··· DATASET EXTRACT

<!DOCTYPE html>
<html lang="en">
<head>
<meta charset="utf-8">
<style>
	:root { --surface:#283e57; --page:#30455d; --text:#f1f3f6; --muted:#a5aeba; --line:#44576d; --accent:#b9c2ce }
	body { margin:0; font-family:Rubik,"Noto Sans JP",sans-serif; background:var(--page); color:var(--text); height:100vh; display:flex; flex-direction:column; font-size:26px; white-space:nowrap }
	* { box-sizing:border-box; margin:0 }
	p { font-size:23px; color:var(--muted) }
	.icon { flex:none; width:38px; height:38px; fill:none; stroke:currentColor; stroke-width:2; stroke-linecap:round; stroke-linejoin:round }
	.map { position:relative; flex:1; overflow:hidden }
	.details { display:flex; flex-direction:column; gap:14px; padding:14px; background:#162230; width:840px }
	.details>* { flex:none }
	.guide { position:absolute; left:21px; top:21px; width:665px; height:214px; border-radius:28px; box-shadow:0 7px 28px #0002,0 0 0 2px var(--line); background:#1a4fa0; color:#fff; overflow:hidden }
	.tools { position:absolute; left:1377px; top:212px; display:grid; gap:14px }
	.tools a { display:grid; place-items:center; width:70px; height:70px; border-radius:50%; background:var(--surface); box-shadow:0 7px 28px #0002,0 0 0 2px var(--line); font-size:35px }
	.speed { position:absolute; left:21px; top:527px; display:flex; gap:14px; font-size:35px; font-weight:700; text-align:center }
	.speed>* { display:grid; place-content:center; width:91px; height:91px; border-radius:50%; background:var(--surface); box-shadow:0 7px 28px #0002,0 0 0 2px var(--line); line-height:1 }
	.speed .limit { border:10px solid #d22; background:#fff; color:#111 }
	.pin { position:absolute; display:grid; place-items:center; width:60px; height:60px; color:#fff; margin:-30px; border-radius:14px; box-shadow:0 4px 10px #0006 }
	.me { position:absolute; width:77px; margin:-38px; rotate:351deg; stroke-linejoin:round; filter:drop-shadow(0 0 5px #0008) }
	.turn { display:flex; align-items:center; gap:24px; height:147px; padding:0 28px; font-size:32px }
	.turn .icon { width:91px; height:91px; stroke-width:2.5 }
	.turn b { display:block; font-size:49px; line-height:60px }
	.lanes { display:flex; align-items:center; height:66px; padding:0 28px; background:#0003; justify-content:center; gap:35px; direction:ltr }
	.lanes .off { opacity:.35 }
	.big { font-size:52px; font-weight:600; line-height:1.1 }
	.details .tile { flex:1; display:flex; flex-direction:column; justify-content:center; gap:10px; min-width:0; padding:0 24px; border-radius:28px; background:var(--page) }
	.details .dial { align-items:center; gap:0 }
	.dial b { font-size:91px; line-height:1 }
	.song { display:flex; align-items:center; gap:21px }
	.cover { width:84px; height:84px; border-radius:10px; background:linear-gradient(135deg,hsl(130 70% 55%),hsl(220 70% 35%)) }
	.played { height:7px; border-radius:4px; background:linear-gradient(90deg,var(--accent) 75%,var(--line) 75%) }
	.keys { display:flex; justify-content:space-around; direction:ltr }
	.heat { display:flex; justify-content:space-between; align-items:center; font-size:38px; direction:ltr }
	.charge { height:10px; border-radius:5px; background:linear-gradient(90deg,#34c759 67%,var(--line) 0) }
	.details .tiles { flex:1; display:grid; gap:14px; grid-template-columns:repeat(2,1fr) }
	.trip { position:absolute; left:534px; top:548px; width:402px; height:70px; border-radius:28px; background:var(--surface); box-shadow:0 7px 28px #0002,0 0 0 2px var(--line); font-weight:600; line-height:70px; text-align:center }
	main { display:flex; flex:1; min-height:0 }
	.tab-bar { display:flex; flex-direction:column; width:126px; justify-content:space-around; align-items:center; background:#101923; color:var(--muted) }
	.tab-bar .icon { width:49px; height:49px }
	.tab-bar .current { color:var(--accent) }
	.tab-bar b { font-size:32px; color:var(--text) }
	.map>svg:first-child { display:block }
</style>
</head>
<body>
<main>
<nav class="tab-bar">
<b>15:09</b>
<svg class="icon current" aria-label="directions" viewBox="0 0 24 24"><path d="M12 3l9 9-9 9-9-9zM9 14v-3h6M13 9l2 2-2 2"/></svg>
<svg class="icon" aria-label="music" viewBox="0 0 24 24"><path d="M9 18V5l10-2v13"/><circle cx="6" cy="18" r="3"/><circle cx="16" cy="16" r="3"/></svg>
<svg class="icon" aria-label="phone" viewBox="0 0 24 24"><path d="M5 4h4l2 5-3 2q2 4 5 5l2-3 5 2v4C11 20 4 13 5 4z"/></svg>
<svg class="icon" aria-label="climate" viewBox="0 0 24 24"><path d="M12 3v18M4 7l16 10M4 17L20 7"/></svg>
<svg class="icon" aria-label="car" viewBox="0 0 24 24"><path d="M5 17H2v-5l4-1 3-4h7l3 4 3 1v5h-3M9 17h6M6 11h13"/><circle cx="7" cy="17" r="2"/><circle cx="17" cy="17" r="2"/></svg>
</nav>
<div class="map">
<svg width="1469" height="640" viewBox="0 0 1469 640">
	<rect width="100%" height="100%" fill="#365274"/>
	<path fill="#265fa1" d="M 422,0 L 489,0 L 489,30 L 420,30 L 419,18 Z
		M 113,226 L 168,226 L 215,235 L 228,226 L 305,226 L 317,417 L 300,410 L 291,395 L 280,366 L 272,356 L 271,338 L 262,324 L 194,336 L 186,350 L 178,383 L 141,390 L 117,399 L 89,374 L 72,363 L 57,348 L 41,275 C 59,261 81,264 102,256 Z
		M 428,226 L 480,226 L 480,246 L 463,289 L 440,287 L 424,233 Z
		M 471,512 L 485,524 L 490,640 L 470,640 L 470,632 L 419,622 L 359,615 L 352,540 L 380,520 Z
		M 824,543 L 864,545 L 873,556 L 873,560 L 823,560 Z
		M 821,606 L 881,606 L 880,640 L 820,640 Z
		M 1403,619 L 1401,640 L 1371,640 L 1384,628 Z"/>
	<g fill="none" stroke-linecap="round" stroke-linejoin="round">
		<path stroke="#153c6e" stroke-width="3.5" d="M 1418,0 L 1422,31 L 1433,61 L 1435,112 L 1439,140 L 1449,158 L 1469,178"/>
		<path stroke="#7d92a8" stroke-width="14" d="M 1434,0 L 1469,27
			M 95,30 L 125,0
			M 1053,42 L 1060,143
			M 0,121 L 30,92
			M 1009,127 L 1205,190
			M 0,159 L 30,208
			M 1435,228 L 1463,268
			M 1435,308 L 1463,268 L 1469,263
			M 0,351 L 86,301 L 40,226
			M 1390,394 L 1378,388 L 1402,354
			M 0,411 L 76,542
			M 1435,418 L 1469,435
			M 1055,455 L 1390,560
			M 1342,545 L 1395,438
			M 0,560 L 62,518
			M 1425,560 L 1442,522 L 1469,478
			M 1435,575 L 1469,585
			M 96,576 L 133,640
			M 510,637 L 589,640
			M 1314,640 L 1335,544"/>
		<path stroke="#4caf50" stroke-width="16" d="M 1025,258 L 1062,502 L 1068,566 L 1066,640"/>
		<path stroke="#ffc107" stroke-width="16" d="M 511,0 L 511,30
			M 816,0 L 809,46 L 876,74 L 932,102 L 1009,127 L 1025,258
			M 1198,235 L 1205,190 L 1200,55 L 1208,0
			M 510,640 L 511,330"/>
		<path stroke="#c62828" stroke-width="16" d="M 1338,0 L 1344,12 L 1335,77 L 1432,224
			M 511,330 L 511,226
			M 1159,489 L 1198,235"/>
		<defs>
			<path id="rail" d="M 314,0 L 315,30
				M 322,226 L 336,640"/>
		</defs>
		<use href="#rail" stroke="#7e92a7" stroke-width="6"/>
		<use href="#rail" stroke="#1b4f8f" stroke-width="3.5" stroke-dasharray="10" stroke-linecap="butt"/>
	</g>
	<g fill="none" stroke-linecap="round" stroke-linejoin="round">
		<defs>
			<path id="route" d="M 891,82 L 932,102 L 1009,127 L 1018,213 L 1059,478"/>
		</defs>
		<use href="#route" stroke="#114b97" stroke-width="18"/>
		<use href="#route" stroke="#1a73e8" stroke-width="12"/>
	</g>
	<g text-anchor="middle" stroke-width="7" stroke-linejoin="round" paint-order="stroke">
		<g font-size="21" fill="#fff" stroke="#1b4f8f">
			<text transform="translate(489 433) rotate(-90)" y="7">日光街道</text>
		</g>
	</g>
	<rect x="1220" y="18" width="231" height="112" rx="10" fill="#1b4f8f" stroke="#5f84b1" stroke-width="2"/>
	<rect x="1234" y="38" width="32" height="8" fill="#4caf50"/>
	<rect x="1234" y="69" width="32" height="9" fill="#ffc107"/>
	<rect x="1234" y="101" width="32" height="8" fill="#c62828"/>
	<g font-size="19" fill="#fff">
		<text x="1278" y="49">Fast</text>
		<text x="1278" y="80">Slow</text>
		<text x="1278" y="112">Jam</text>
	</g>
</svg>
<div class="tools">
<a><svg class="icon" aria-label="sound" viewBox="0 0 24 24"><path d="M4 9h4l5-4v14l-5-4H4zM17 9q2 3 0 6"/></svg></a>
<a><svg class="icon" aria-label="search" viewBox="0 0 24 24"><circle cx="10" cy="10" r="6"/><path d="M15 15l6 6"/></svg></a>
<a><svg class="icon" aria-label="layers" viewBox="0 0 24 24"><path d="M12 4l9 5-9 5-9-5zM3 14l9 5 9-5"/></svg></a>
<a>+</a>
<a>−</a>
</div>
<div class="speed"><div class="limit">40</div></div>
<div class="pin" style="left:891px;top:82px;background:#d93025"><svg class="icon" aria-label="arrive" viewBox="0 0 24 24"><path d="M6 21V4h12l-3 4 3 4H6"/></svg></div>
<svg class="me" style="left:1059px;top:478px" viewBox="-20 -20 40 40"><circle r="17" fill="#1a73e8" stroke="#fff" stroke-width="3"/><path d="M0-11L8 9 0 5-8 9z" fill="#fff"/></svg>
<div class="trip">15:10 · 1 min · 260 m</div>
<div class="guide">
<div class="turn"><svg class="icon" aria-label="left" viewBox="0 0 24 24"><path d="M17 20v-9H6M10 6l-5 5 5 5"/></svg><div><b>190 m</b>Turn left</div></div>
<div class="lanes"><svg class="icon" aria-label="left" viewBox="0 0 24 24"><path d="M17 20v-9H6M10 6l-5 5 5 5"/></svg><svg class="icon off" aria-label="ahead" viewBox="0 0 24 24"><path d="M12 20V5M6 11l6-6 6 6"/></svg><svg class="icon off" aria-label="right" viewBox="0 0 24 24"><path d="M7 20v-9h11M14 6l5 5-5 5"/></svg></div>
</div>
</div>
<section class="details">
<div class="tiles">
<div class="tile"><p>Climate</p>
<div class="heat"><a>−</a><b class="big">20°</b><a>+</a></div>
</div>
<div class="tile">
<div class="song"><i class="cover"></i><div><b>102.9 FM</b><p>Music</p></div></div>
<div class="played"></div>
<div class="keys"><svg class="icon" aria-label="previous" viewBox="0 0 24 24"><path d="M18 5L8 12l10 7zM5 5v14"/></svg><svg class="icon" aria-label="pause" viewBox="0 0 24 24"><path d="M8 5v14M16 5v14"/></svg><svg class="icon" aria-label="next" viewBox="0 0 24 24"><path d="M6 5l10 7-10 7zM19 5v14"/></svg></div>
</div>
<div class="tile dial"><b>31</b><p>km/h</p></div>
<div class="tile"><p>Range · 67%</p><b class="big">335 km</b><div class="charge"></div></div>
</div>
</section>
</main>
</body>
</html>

······

*YOUR OBJECTIVE*: Give back the records above exactly, limited to the lines between the one holding "--surface:#283e57; --page:#30455d; --text:#f1f3f6;" and the one holding "display:grid; place-content:center; width:91px;", inclusive.

*OUTPUT BELOW*:
	:root { --surface:#283e57; --page:#30455d; --text:#f1f3f6; --muted:#a5aeba; --line:#44576d; --accent:#b9c2ce }
	body { margin:0; font-family:Rubik,"Noto Sans JP",sans-serif; background:var(--page); color:var(--text); height:100vh; display:flex; flex-direction:column; font-size:26px; white-space:nowrap }
	* { box-sizing:border-box; margin:0 }
	p { font-size:23px; color:var(--muted) }
	.icon { flex:none; width:38px; height:38px; fill:none; stroke:currentColor; stroke-width:2; stroke-linecap:round; stroke-linejoin:round }
	.map { position:relative; flex:1; overflow:hidden }
	.details { display:flex; flex-direction:column; gap:14px; padding:14px; background:#162230; width:840px }
	.details>* { flex:none }
	.guide { position:absolute; left:21px; top:21px; width:665px; height:214px; border-radius:28px; box-shadow:0 7px 28px #0002,0 0 0 2px var(--line); background:#1a4fa0; color:#fff; overflow:hidden }
	.tools { position:absolute; left:1377px; top:212px; display:grid; gap:14px }
	.tools a { display:grid; place-items:center; width:70px; height:70px; border-radius:50%; background:var(--surface); box-shadow:0 7px 28px #0002,0 0 0 2px var(--line); font-size:35px }
	.speed { position:absolute; left:21px; top:527px; display:flex; gap:14px; font-size:35px; font-weight:700; text-align:center }
	.speed>* { display:grid; place-content:center; width:91px; height:91px; border-radius:50%; background:var(--surface); box-shadow:0 7px 28px #0002,0 0 0 2px var(--line); line-height:1 }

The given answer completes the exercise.